*Task directions*
Beginning at the line that contains "strokePath(minor, '#1f4e8c', 22);" and ending at the last line of the records below, retype each line exactly and add nothing.

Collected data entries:
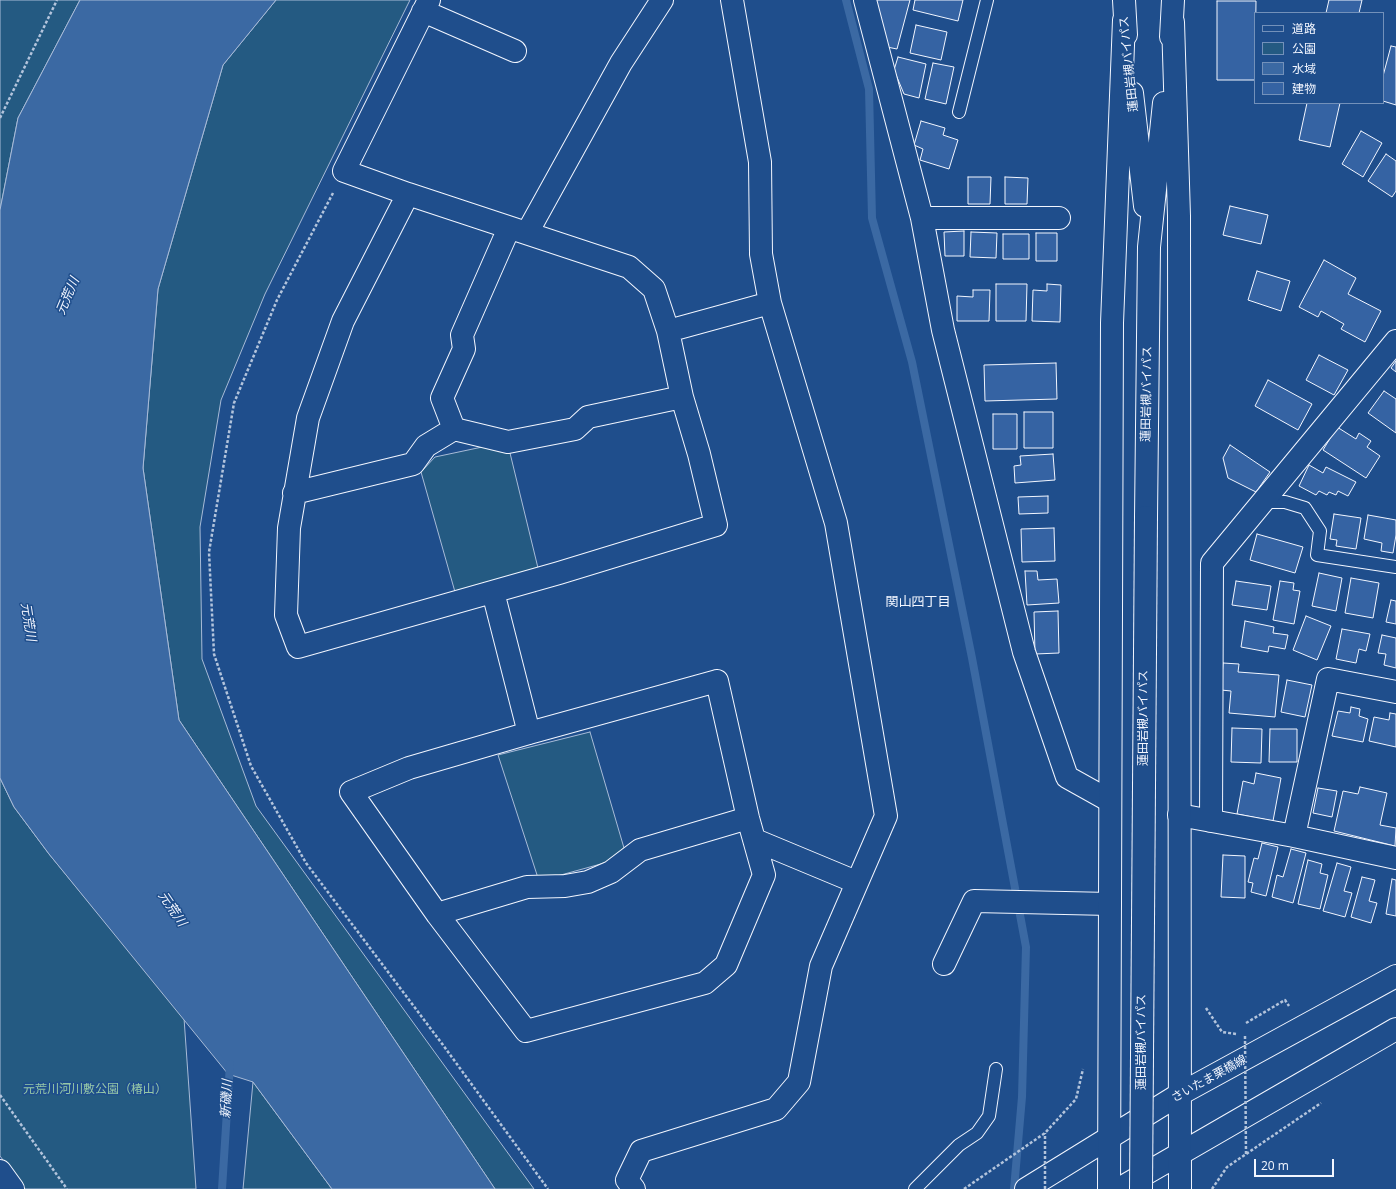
<!DOCTYPE html>
<html>
<head>
<meta charset="utf-8">
<style>
	body { margin:0 }
	#map { position:relative; width:1396px; height:1189px; overflow:hidden; background:#1f4e8c; font-family:"Open Sans","Noto Sans JP",sans-serif }
	canvas { display:block }
	.legend { position:absolute; left:1254px; top:12px; width:130px; height:92px; box-sizing:border-box; background:#1f4e8c; border:1px solid #7391ba; margin:0; padding:5px 7px; list-style:none; font-size:12px; color:#f2f6ff }
	.legend li { display:flex; align-items:center; gap:8px; height:20px }
	.legend b { width:20px; border:1px solid #7391ba }
	.scale { position:absolute; left:1254px; top:1159px; width:80px; height:18px; box-sizing:border-box; border:2px solid #f2f6ff; border-top:0; padding-left:5px; font-size:12px; line-height:14px; white-space:nowrap; color:#f2f6ff; -webkit-text-stroke:3px #1f4e8c; paint-order:stroke }
</style>
</head>
<body>
<div id="map">
<canvas width="1396" height="1189"></canvas>
<ul class="legend">
<li><b style="height:5px;background:#1f4e8c"></b>道路</li>
<li><b style="height:11px;background:#245a82"></b>公園</li>
<li><b style="height:11px;background:#3b69a3"></b>水域</li>
<li><b style="height:11px;background:#3563a3"></b>建物</li>
</ul>
<div class="scale">20 m</div>
</div>
<script>
const context = document.querySelector('canvas').getContext('2d');
context.lineJoin = 'round';
function fillPath(path, color) {
  context.fillStyle = color;
  context.fill(path, 'evenodd');
}
function shape(rows) {
  const path = new Path2D();
  for (const r of rows) {
    path.moveTo(r[0], r[1]);
    for (let i = 2; i < r.length; i += 2) path.lineTo(r[i], r[i + 1]);
  }
  return path;
}
function strokePath(path, color, width, dash) {
  context.strokeStyle = color;
  context.lineWidth = width;
  context.lineCap = dash ? 'butt' : 'round';
  context.setLineDash(dash || []);
  context.stroke(path);
}
function label(font, color, halo, rows, align = 'center') {
  context.font = font + ' "Open Sans","Noto Sans JP",sans-serif';
  context.lineWidth = 3;
  context.setLineDash([]);
  context.textBaseline = 'middle';
  context.strokeStyle = halo;
  context.fillStyle = color;
  for (const [text, x, y, turn = 0] of rows) {
    context.save();
    context.translate(x, y);
    context.rotate((+turn || 0) * Math.PI / 180);
    context.textAlign = isNaN(turn) ? turn : align;
    if (halo) context.strokeText(text, 0, 0);
    context.fillText(text, 0, 0);
    context.restore();
  }
}
const green = shape([
	[0,0,80,0,18,118,0,210,0,0],
	[276,0,410,0,265,294,221,400,200,527,202,659,256,806,534,1189,495,1189,179,720,143,468,158,289,223,65,276,0],
	[487,446,510,453,538,568,455,592,421,472,435,457,487,446],
	[590,732,624,848,608,862,539,881,498,755,590,732],
	[0,778,14,807,49,854,184,1018,196,1189,25,1189,0,1156,0,778],
	[253,1082,332,1189,243,1189,253,1082]
]);
fillPath(green, '#245a82');
strokePath(green, '#a8bbd7', 1);
const water = shape([
	[80,0,276,0,223,65,158,289,143,468,179,720,495,1189,332,1189,253,1082,228,1074,49,854,14,807,0,778,0,210,18,118,80,0]
]);
fillPath(water, '#3b69a3');
strokePath(water, '#a8bbd7', 1);
strokePath(shape([
	[846,0,869,89,872,218,912,362,972,658,1026,947,1022,1097,1014,1189],
	[222,1189,230,1064]
]), '#3b69a3', 8);
const building = shape([
	[874,0,910,0,897,49,887,47,874,0],
	[915,0,963,0,958,21,913,10,915,0],
	[1329,0,1362,0,1359,13,1326,13,1329,0],
	[1217,1,1256,1,1255,80,1217,80,1217,1],
	[916,25,947,32,941,60,910,53,916,25],
	[1391,46,1396,47,1396,105,1383,101,1383,76,1391,46],
	[898,57,926,64,919,98,904,94,894,70,898,57],
	[933,63,954,67,946,104,925,99,933,63],
	[1307,103,1340,103,1330,147,1299,140,1307,103],
	[921,121,945,128,943,135,958,140,949,169,920,160,923,149,914,145,921,121],
	[1361,131,1382,143,1363,177,1342,164,1361,131],
	[1386,154,1396,161,1396,191,1392,197,1368,181,1386,154],
	[968,177,991,177,990,204,968,204,968,177],
	[1005,177,1028,178,1027,204,1005,204,1005,177],
	[1230,206,1268,215,1261,244,1223,235,1230,206],
	[964,231,964,256,945,256,944,232,964,231],
	[971,232,997,233,996,258,970,257,971,232],
	[1036,233,1057,233,1057,261,1036,261,1036,233],
	[1003,234,1029,234,1029,259,1003,259,1003,234],
	[1324,260,1356,278,1348,294,1381,311,1365,342,1341,329,1344,324,1321,311,1318,317,1299,307,1324,260],
	[1257,271,1290,281,1281,311,1248,300,1257,271],
	[996,284,1027,284,1026,321,996,321,996,284],
	[1047,284,1061,285,1060,322,1032,321,1033,290,1047,291,1047,284],
	[973,290,990,290,989,321,957,321,957,296,973,297,973,290],
	[1319,355,1348,370,1334,395,1306,380,1319,355],
	[1396,361,1396,372,1391,368,1396,361],
	[1056,363,1057,399,985,401,984,365,1056,363],
	[1268,380,1312,404,1298,430,1255,406,1268,380],
	[1384,391,1396,399,1396,433,1368,413,1384,391],
	[1024,412,1053,412,1053,448,1024,448,1024,412],
	[993,414,1017,414,1017,449,993,449,993,414],
	[1337,427,1356,439,1359,433,1371,441,1367,447,1380,456,1366,478,1323,450,1337,427],
	[1230,445,1270,472,1256,492,1228,478,1223,458,1230,445],
	[1053,454,1055,480,1015,483,1014,466,1021,465,1020,456,1053,454],
	[1309,465,1323,473,1326,467,1356,482,1348,496,1338,491,1336,495,1329,492,1327,495,1319,491,1316,495,1299,486,1309,465],
	[1048,496,1048,513,1019,514,1018,497,1048,496],
	[1334,514,1361,518,1356,549,1336,546,1337,540,1330,539,1334,514],
	[1368,515,1396,520,1396,535,1393,553,1381,551,1382,543,1364,539,1368,515],
	[1054,528,1055,561,1022,562,1021,529,1054,528],
	[1257,534,1303,547,1295,573,1250,560,1257,534],
	[1025,571,1037,571,1038,580,1057,579,1059,603,1027,605,1025,571],
	[1319,573,1342,578,1336,611,1312,606,1319,573],
	[1351,578,1379,583,1373,618,1345,613,1351,578],
	[1236,581,1271,586,1267,610,1232,605,1236,581],
	[1280,581,1294,583,1293,590,1300,591,1294,624,1273,620,1280,581],
	[1391,600,1396,601,1396,624,1386,622,1391,600],
	[1058,611,1059,653,1035,654,1034,612,1058,611],
	[1306,616,1331,626,1317,660,1293,650,1306,616],
	[1245,621,1274,627,1273,633,1288,635,1285,649,1269,646,1268,652,1241,647,1245,621],
	[1342,629,1370,634,1366,651,1359,649,1356,663,1336,659,1342,629],
	[1382,635,1396,638,1396,668,1384,665,1386,654,1378,653,1382,635],
	[1223,663,1239,664,1238,672,1279,675,1275,717,1229,713,1231,691,1221,690,1223,663],
	[1287,680,1312,685,1305,717,1281,712,1287,680],
	[1351,707,1360,709,1359,716,1368,719,1363,742,1332,736,1338,711,1350,713,1351,707],
	[1390,713,1396,714,1396,747,1369,741,1374,717,1389,720,1390,713],
	[1232,728,1262,729,1261,763,1231,762,1232,728],
	[1270,729,1297,729,1297,762,1269,762,1270,729],
	[1256,773,1281,778,1273,821,1237,814,1243,781,1254,784,1256,773],
	[1360,787,1387,793,1380,825,1396,828,1395,846,1334,831,1343,791,1358,794,1360,787],
	[1318,788,1337,791,1332,817,1313,813,1318,788],
	[1262,843,1278,847,1266,896,1251,892,1253,883,1248,882,1254,858,1258,859,1262,843],
	[1291,849,1306,853,1293,903,1272,897,1277,875,1283,877,1291,849],
	[1223,855,1245,856,1245,898,1221,897,1223,855],
	[1308,860,1322,864,1320,873,1328,875,1320,909,1298,904,1308,860],
	[1337,863,1351,867,1344,891,1352,893,1345,917,1323,911,1337,863],
	[1362,877,1375,880,1369,901,1377,903,1371,923,1351,917,1362,877],
	[1392,879,1396,880,1396,916,1386,914,1392,879]
]);
fillPath(building, '#3563a3');
strokePath(building, '#f2f6ff', 1);
const service = shape([
	[959,112,987,0],
	[1264,502,1285,502,1305,508,1320,531,1317,555,1396,567],
	[915,1189,959,1145,977,1133,989,1116,996,1069]
]);
const minor = shape([
	[865,0,922,218,943,330,1024,652,1067,777,1110,801],
	[423,11,515,51],
	[408,194,629,267,654,289,668,331,682,397,699,454,716,525,559,573,298,647,286,615,289,528,308,418,343,321,408,194],
	[408,194,344,171,429,0],
	[922,218,1059,218],
	[527,233,621,63,662,0],
	[668,331,770,303],
	[454,429,442,398,464,349,462,335,509,228],
	[294,493,413,464,426,446,454,429,508,442,575,429,588,417,682,397],
	[493,592,529,733],
	[717,681,748,818,764,875,726,965,705,983,526,1031,437,914,351,792,409,768,529,733,717,681],
	[1179,815,1294,836,1396,858],
	[1211,821,1212,563,1396,341],
	[1294,836,1328,679,1396,692],
	[755,840,856,882],
	[437,914,527,887,565,886,588,882,611,872,640,850,748,818],
	[944,964,974,901,1110,904],
	[0,1171,13,1189],
	[634,1189,627,1180,641,1151,776,1109,799,1082,821,966,886,816,836,523,770,303,761,254,760,162,732,0]
]);
const primary = shape([
	[1026,1189,1180,1094,1396,976],
	[1119,1189,1396,1029]
]);
const trunk = shape([
	[1124,0,1126,35],
	[1173,22,1179,216,1180,1189],
	[1171,37,1173,0],
	[1132,93,1145,206],
	[1146,517,1149,247,1164,103],
	[1109,1189,1112,323,1124,20]
]);
strokePath(service, '#f2f6ff', 14);
strokePath(minor, '#f2f6ff', 24);
strokePath(primary, '#f2f6ff', 24);
strokePath(trunk, '#f2f6ff', 24);
strokePath(shape([
	[0,118,57,0],
	[333,193,277,300,234,403,209,552,214,654,251,766,306,863,443,1045,548,1189],
	[1206,1008,1222,1032,1236,1034],
	[1246,1023,1285,1000,1289,1006],
	[0,1095,67,1189],
	[964,1189,1045,1133,1076,1099,1083,1069],
	[1212,1189,1227,1167,1321,1103]
]), '#b3c4dc', 2.5, [3, 2]);
strokePath(service, '#1f4e8c', 12);
strokePath(minor, '#1f4e8c', 22);
strokePath(primary, '#1f4e8c', 22);
strokePath(trunk, '#1f4e8c', 22);
const trunkBridge = shape([
	[1141,1189,1146,517]
]);
strokePath(trunkBridge, '#f2f6ff', 24, []);
strokePath(shape([
	[1245,1036,1246,1154],
	[1045,1189,1045,1133]
]), '#b3c4dc', 2.5, [3, 2]);
strokePath(trunkBridge, '#1f4e8c', 22);
label('12px', '#f2f6ff', '#1f4e8c', [
	["蓮田岩槻バイパス",1129,64,-96],
	["蓮田岩槻バイパス",1147,394,-89],
	["蓮田岩槻バイパス",1144,718,-90],
	["蓮田岩槻バイパス",1142,1042,-90],
	["さいたま栗橋線",1209,1079,-29]
]);
label('12px', '#97c8a6', '#1f4e8c', [
	["元荒川河川敷公園（椿山）",95,1090]
]);
label('italic 13px', '#f2f6ff', '#1f4e8c', [
	["元荒川",68,296,-67],
	["元荒川",28,622,81],
	["元荒川",172,909,56],
	["新磯川",227,1099,-87]
]);
label('13px', '#f2f6ff', '#1f4e8c', [
	["関山四丁目",918,602]
]);
</script>
</body>
</html>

*Response to this task*
strokePath(minor, '#1f4e8c', 22);
strokePath(primary, '#1f4e8c', 22);
strokePath(trunk, '#1f4e8c', 22);
const trunkBridge = shape([
	[1141,1189,1146,517]
]);
strokePath(trunkBridge, '#f2f6ff', 24, []);
strokePath(shape([
	[1245,1036,1246,1154],
	[1045,1189,1045,1133]
]), '#b3c4dc', 2.5, [3, 2]);
strokePath(trunkBridge, '#1f4e8c', 22);
label('12px', '#f2f6ff', '#1f4e8c', [
	["蓮田岩槻バイパス",1129,64,-96],
	["蓮田岩槻バイパス",1147,394,-89],
	["蓮田岩槻バイパス",1144,718,-90],
	["蓮田岩槻バイパス",1142,1042,-90],
	["さいたま栗橋線",1209,1079,-29]
]);
label('12px', '#97c8a6', '#1f4e8c', [
	["元荒川河川敷公園（椿山）",95,1090]
]);
label('italic 13px', '#f2f6ff', '#1f4e8c', [
	["元荒川",68,296,-67],
	["元荒川",28,622,81],
	["元荒川",172,909,56],
	["新磯川",227,1099,-87]
]);
label('13px', '#f2f6ff', '#1f4e8c', [
	["関山四丁目",918,602]
]);
</script>
</body>
</html>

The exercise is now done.